A SCOTTISH biotech company hopes that the arrival of new senior figures will accelerate their development of their Covid-19 drug.
ILC Therapeutics say their leading treatment currently in development is 15 to 20 times more potent at inhibiting the virus that causes Covid in cell culture than other commercially available alternatives.
Known as Alfacyte, the inhaled medicine treats respiratory viral infections and could be “game-changing” in the global fight against not only Covid, but also HIV, hepatitis and the flu.
The firm says their appointments of Dr Robert Boyd and Dr Dawn Firmin will significantly strengthen their capabilities across research, product development and clinical trials.
Appointed vice president of product development, Dr Boyd was previously senior director of preclinical and project management at Oxford-based MiroBio.
Leaving her role as head of clinical operations and regulatory affairs at biopharmaceutical company EnteroBiotix Limited, Dr Firmin brings 13 years of industry experience to her new post as head of technical operations.
Company CEO Dr Alan Walker said of the appointments: “ILC’s success story continues.
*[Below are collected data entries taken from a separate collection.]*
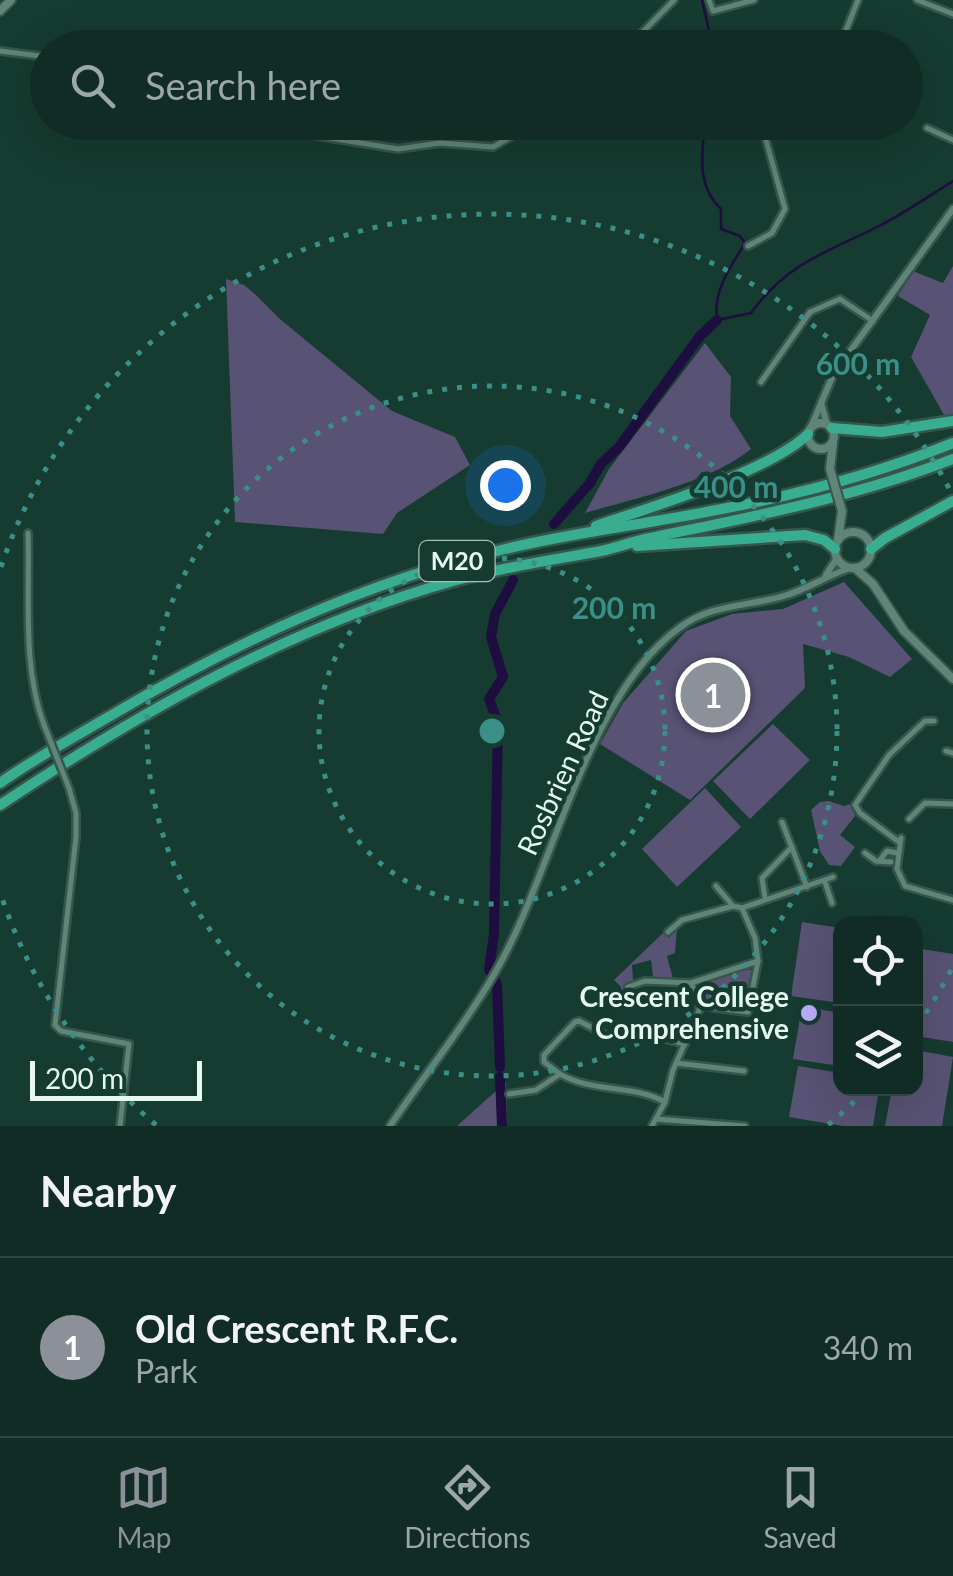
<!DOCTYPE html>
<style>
body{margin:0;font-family:Lato,sans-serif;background:#1e3831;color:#f1f3f6}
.controls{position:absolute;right:30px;bottom:30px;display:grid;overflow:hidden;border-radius:20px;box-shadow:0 10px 40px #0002}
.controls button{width:90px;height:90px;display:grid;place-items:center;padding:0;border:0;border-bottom:2px solid #304841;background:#102c24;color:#f1f3f6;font:50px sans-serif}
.scale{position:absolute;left:30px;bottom:25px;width:172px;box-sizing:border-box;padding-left:10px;border:5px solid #e5f9f1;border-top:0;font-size:28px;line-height:35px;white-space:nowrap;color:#e5f9f1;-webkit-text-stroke:8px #163b30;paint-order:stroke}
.you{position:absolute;left:505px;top:485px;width:35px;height:35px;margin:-25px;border:8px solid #fff;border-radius:50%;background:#1a73e8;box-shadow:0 0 0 15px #1a73e833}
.badge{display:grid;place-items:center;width:65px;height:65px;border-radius:50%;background:#8c9099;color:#fff;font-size:32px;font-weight:700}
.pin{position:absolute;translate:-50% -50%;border:5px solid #fff;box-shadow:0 2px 10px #0006}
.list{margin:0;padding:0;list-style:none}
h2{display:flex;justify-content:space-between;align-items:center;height:130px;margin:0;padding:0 40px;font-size:42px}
h2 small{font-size:32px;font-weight:400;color:#9ca7a6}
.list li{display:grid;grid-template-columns:65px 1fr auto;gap:30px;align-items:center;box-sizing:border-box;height:180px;padding:0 40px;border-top:2px solid #304841}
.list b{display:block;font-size:38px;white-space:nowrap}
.list p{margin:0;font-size:32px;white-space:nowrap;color:#9ca7a6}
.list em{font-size:32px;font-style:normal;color:#9ca7a6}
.icon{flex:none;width:55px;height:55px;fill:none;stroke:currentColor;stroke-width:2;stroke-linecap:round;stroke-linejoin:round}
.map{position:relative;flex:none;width:953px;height:1126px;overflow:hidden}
.search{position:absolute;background:#102c24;box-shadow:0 10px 40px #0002;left:30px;right:30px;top:30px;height:110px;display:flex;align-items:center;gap:25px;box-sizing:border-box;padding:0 35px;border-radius:55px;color:#9ca7a6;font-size:38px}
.sheet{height:310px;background:#102c24}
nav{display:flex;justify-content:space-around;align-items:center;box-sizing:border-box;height:140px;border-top:2px solid #304841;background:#102c24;font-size:28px;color:#9ca7a6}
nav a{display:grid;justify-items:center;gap:5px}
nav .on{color:#8c9099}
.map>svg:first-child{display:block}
.green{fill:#585274}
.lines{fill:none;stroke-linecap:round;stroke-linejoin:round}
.stream{stroke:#1e0e40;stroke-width:2.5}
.river{stroke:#1e0e40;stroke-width:10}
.minor-casing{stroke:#37554c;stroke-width:10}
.tertiary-casing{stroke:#37554c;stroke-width:11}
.secondary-casing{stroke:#37554c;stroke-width:12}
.motorway-casing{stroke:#37554c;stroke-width:15}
.minor{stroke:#5f8478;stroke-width:5}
.tertiary{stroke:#5f8478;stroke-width:6}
.secondary{stroke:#5f8478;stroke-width:8}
.motorway{stroke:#38ad8f;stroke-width:10}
.minor-bridge-casing{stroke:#37554c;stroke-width:10;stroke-linecap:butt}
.secondary-bridge-casing{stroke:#37554c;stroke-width:12;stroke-linecap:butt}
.minor-bridge{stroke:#5f8478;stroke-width:5}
.secondary-bridge{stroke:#5f8478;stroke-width:8}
.ring{fill:none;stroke:#3a9088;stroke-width:5;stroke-dasharray:5 10}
.poi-dot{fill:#b9abf7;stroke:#163b30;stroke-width:4}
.labels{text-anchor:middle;stroke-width:9;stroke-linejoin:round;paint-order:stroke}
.shield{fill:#163b30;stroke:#a7c0b7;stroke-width:2.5}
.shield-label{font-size:25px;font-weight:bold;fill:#e5f9f1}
.street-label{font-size:28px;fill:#e5f9f1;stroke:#163b30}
.poi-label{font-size:28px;font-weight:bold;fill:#e5f9f1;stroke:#163b30;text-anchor:end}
.centre{fill:#3a9088;stroke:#163b30;stroke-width:5}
.ring-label{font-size:30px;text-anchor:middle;font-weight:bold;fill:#3a9088;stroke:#163b30;stroke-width:9;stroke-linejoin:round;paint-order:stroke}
</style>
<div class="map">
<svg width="953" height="1126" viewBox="0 0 953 1126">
<rect width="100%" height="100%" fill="#163b30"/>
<g class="green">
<path d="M953,266V418L947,420L911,357L930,315L898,296L913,271L943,283Z"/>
<path d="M226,279L244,285L255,294L281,320L392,411L455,437L470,465L397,513L383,534L235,522Z"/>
<path d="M705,343L731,377L730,416L751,449C709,483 636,498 585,513L609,469Z"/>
<path d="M844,582L912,659L890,677L849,657L803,644L805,688L690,800L600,744L623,703L686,631L732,614L783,609Z"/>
<path d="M773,724L810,760L750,819L713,781Z"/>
<path d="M705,788L741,827L677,887L642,849Z"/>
<path d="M829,801L844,806L851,804L855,816L840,835L855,847L841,866L829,865L820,851L811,810L820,802Z"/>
<path d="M802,922L840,928V1003L791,996Z"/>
<path d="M677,927L675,953L667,956L673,979L653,977L651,960L632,965L633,980L624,988L630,991L635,985L631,1003L617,1000L621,987L614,980L663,933L669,938Z"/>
<path d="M922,949L953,954V1042L916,1036V993Z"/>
<path d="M745,969L752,970L746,1008L706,1001L700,990L702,984Z"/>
<path d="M802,1006L840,1013V1066L793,1059Z"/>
<path d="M916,1050L953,1057L942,1126H885L892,1089L916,1088Z"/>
<path d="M798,1066L840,1073V1088L879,1089L873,1126H843L789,1117Z"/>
<path d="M506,1082L507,1126H457Z"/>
</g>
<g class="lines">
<g class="stream">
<path d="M702,0L713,48"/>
<path d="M705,122C702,155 696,185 721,209V229L740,236L745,243C730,268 713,290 717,320L751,313C788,262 826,253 879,226C905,213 929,196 953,181"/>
</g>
<g class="river">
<path d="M554,524L590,483L601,464L619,447L700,336L717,320"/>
<path d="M500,1067L497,985L489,969L494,934L498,723L489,699L503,677L491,637L495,614L513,580"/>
<path d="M500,1077L502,1126"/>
</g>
<defs>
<g id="minor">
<path d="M709,0L713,11L754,0"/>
<path d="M917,0L953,14"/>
<path d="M627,48L674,0"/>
<path d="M839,48L858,0"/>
<path d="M0,51L48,57"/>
<path d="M231,122L398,149L440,143L493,147L537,122"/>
<path d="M927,128L953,140"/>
<path d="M748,246L772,233L785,209L761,122"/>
<path d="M761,382L810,312L840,299L873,321"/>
<path d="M28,533C30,595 22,666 44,725"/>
<path d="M946,751L953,753"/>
<path d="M69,788L76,813V837L55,1025L61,1031L129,1044L120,1126"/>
<path d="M909,819L925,803L953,804"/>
<path d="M782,822L807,887"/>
<path d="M901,838L897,869L905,886L953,900"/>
<path d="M899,842L860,813L855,805L889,755L925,721H934"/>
<path d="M865,853L876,861L891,862"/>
<path d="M880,860L887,851L897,853"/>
<path d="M825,882L832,903"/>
<path d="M716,886L733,906"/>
<path d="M765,898L762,878L792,847"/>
<path d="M668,932L682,920L733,906L742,908L833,877"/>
<path d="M628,987L645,981L691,983"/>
<path d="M700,1006L748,1012L758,961"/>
<path d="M636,1032L685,1044"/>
<path d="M676,1063L744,1071"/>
<path d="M560,1074L544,1062V1055L575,1022L579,1021L606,1035"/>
<path d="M509,1094L536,1090L560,1074C593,1093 632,1084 665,1102"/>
<path d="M656,1119L745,1126"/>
<path d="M652,1126L665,1102L673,1070L699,1011L700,1001L691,983L758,961L755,938L742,908"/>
</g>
<g id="tertiary">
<path d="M821,403L827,424"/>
<path d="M811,427L833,375L953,209"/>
<path d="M826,575L837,558"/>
<path d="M390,1126C425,1074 472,1016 501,962C554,865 589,693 679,628C712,603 749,607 787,595C809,588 828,575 850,568"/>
</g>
<g id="secondary">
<path d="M0,11L11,0"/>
<circle cx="821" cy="436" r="13"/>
<path d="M830,469L833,443"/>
<circle cx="853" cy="550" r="18"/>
<path d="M838,540L842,511"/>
<path d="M855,568L873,584L904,631L953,679"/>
</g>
<g id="motorway">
<path d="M832,428L882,432L953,421"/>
<path d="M596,526C651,507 768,472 808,434"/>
<path d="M637,546L805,535L824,540L835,549"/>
<path d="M871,549L885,538L953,501"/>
<path d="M0,783C35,758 73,738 110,716C234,643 364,582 505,549C571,533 639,525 706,512C789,497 874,475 953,443"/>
<path d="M0,805C142,711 289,627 453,581C502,567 552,560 601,551C616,548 631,542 645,539C750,517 853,498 953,459"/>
</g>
</defs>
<use href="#minor" class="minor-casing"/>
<use href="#tertiary" class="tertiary-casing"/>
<use href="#secondary" class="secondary-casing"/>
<use href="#motorway" class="motorway-casing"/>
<use href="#minor" class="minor"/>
<use href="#tertiary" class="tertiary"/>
<use href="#secondary" class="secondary"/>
<use href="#motorway" class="motorway"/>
<defs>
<path id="minor-bridge" d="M44,725L69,788"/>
<path id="secondary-bridge" d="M830,469L842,511"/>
</defs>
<use href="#minor-bridge" class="minor-bridge-casing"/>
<use href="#secondary-bridge" class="secondary-bridge-casing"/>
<use href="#minor-bridge" class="minor-bridge"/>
<use href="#secondary-bridge" class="secondary-bridge"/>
</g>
<g class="ring">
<circle cx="492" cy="731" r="173"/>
<circle cx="492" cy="731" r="345"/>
<path d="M951 970A518 518 0 0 1 916 1028M865 1091A518 518 0 0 1 828 1125M156 1125A518 518 0 0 1 1 895M1 567A518 518 0 0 1 951 492"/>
</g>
<circle class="poi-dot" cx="809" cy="1013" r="10"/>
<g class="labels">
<rect class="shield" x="419.5" y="541" width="75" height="40" rx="8"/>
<g class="shield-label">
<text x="457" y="570">M20</text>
</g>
<g class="street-label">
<text transform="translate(563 773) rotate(-65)" y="10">Rosbrien Road</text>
</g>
<g class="poi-label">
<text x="789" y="1007">Crescent College<tspan x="789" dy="32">Comprehensive</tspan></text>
</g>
</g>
<circle cx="492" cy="731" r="15" class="centre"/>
<g class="ring-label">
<text x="858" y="375">600 m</text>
<text x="736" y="498">400 m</text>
<text x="614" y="619">200 m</text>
</g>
</svg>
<div class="controls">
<button><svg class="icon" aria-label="locate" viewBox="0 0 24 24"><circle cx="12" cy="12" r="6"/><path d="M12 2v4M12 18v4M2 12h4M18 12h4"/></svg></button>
<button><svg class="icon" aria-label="layers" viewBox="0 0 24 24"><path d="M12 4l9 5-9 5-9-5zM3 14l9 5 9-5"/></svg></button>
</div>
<div class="scale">200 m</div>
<div class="you"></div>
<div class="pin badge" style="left:713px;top:695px">1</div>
<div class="search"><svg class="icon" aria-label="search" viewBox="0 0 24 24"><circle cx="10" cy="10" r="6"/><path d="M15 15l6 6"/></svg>Search here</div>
</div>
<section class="sheet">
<h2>Nearby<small></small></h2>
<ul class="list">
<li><span class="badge">1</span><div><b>Old Crescent R.F.C.</b><p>Park</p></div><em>340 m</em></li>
</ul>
</section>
<nav>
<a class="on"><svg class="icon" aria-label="map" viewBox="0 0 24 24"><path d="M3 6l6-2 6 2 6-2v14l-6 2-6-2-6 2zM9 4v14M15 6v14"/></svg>Map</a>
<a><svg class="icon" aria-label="directions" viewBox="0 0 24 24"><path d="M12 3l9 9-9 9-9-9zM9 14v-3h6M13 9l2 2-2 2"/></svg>Directions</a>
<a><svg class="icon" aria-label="saved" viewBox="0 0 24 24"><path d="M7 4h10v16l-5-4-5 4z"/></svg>Saved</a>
</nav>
The expertise of these new senior recruits will be integral to supercharging our capabilities, and with their support we look forward to embarking upon our next development phase which will include our next stage of clinical trials and continued research.”
The expanding corporate structure at ILC is just one indicator of their aim for growth in an increasingly important market both economically and socially.
These senior leadership additions come on the back of a £3.5m investment in what is called a pre-IPO fund, which is invested in late-stage companies looking to list themselves on the public stock exchange in the near future.
The global antiviral market has seen a 13.4% compound annual growth rate, and is expected to be worth $96.5bn over the course of 2022.
ILC’s focus lies with modulating the innate immune system through the design and development of drug candidates which interfere with viral reproduction when our body’s natural defences are evaded.
The company was founded by professor W. H. Stimson FRSE, who established the Department of Immunology at The University of Strathclyde.
Dr Walker added: “When it comes to fighting major viral infections, which continue to pose a major global healthcare threat, this hybrid interferon could be a real breakthrough in how we treat them.”
“This is a pivotal time in not only ILC’s growth, but also in the discovery and development of this new class of synthetic interferon drugs.”